I promised Mum that I would return the following week and I kissed her goodbye, not knowing if I would see her again. That possibility hung thick in the air between us, though neither of us could bring ourselves to articulate it. It was the last time I would see my Mum alive again as she died the day before I planned to return.

So, the last month of my life has been a pretty momentous one.

It’s a weird time. First, there is the hectic bit – my father died 10 years ago and as the executor of my mother’s will that now means I get to do all the admin. It’s quite a thing. Repeating the words “I’m ringing to let you know that my mother died…yes, the account number is… yes thirteen, zero four, forty-three…nineteen, zero nine, nineteen” over and over has a kind of numbing effect. I felt like an automaton and then, at totally unexpected moments, the shock would hit all over again – my mother just died! I no longer have parents.

Second, there is the tailspin of intense self-cross-examination that it throws you into – Did I do enough? Could I have been there at the end? Why didn’t I spot how bad things were? Why didn’t I tell her I loved her? Why didn’t she tell me she loved me? All a completely pointless exercise of course.

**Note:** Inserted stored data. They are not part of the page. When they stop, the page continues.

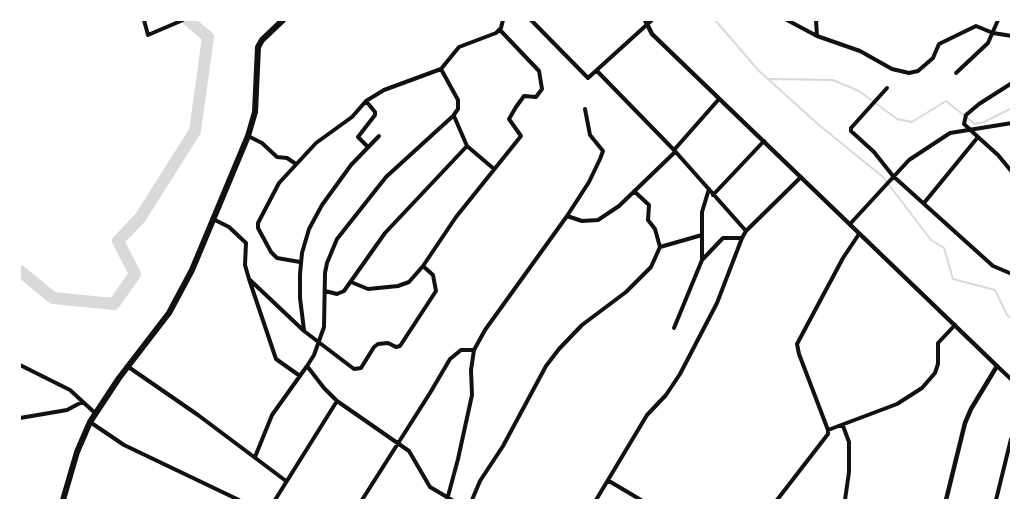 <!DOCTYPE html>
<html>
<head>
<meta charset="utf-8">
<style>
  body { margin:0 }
  #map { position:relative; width:1031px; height:520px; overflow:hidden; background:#fff; font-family:"IBM Plex Sans",sans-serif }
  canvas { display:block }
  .frame { position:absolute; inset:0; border:21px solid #fff; pointer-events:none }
</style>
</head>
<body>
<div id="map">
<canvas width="1031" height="520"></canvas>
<div class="frame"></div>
</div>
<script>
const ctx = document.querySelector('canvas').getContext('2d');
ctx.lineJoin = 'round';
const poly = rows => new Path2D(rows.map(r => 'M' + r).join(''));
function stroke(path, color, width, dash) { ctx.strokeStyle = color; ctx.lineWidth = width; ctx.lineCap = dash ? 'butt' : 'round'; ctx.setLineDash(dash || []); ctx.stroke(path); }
stroke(poly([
  [715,20,759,71,819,125,883,177,931,240,944,248,953,279,995,290,1007,315,1012,319],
  [769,79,833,80,859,91,897,119,912,122,946,101,975,124,984,122,1012,108]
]), '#d9d9d9', 2);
stroke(poly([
  [20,271,53,298,114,304,135,274,118,241,140,218,195,131,208,37,188,20]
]), '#d9d9d9', 12);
stroke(poly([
  [144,20,148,35,183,20],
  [531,20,588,78,652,20],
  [787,20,817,36,860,51,892,69,909,73,918,71,933,58,939,44,976,26,993,33,1012,36],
  [816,20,817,36],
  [441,69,458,100,458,109,453,116,386,177,337,239,327,263,325,273,324,327,314,355,307,366,324,388,337,401,409,451,430,487,452,500],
  [597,71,674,150,746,231],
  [956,73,988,43,998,20],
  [887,88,851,128,851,131,874,152,893,176,993,266,1012,274],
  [366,101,375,112,375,115,358,137,368,147],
  [454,116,467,146,494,169],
  [248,136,262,143,277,157,287,158,296,164],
  [978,137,998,155,1012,172],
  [674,150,719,99],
  [634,191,649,205,648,220,655,229,660,247],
  [713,195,764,141],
  [924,203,978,137,964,124,966,115,979,104,1012,83],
  [567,216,582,221,598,220,619,206,675,152],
  [215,220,229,227,246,243,245,265,249,279,304,331,354,369,361,368,374,347,378,344,388,343,396,347,400,346,436,291,433,275,423,266,456,217,521,136,509,119,516,107,524,96,536,97,542,89,539,71,500,30],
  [850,224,909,160,950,133,1012,123],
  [702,260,723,238,742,238],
  [300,262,277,258,271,252,258,228,258,223,279,183,316,143,352,117,366,101,384,90,441,69,459,47,496,33,501,28,503,20],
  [249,279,276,359,300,376],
  [351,282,368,289,398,286,409,282,423,266],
  [325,291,337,294,344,291,385,233,467,146],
  [674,328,702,260,702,235],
  [304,330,300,298,300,274,302,253,309,229,322,205,351,165,379,136],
  [20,365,70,390,95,413],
  [127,366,198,415,286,481],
  [997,366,1012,380],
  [20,418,67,410,82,402],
  [90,422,124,445,239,500],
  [843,426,849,442,849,472,845,500],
  [828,430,897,404,922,388,935,373,938,364,938,343,955,325],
  [255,457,272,415,307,366],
  [609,481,641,500],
  [275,500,337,401],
  [362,500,430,393,450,359,461,350,474,350],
  [447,500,458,459,472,395,471,370,474,350,485,330,567,216,589,182,600,159,603,151,590,135,585,109],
  [472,500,480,481,503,446,546,366,559,349,582,325,626,292,651,267,660,247,702,235,702,212,709,189],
  [596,500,647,415,666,395,680,374,717,303,742,238,746,231,801,177],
  [777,500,828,434,828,430,799,354,797,344,843,258,859,234],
  [996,500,1011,439]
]), '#111', 4);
stroke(poly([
  [645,20,652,34,997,366,971,409,965,423,946,500]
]), '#111', 4.5);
stroke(poly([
  [63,500,77,452,90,422,119,378,169,313,192,270,248,136,255,112,258,47,262,40,283,20]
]), '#111', 6);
</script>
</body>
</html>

Finally, grief seems to lead you to question life more generally – why is that? Just when you are vulnerable, you start posing big questions to yourself – what am I doing with my life? – at a time when you are spectacularly ill-equipped to answer sensibly. Plus, with my son no longer permanently at home, my own little nest is emptying slightly and that has left its mark too.

Mum’s funeral took place last week and most of the immediate admin has been done. So, there is a small element of closure. The end of the beginning part of the grieving process. In the coming weeks and months I will no doubt be seeking answers to some of those bigger questions. I hope to get back into my blogging habit soon as it is something I enjoy enormously. With all the ‘organising’ that has been necessary I have not had the usual time to use my writing as an outlet for my feelings, which is so important.

So, readers, I hope you will bear with me on this journey. Thanks for reading.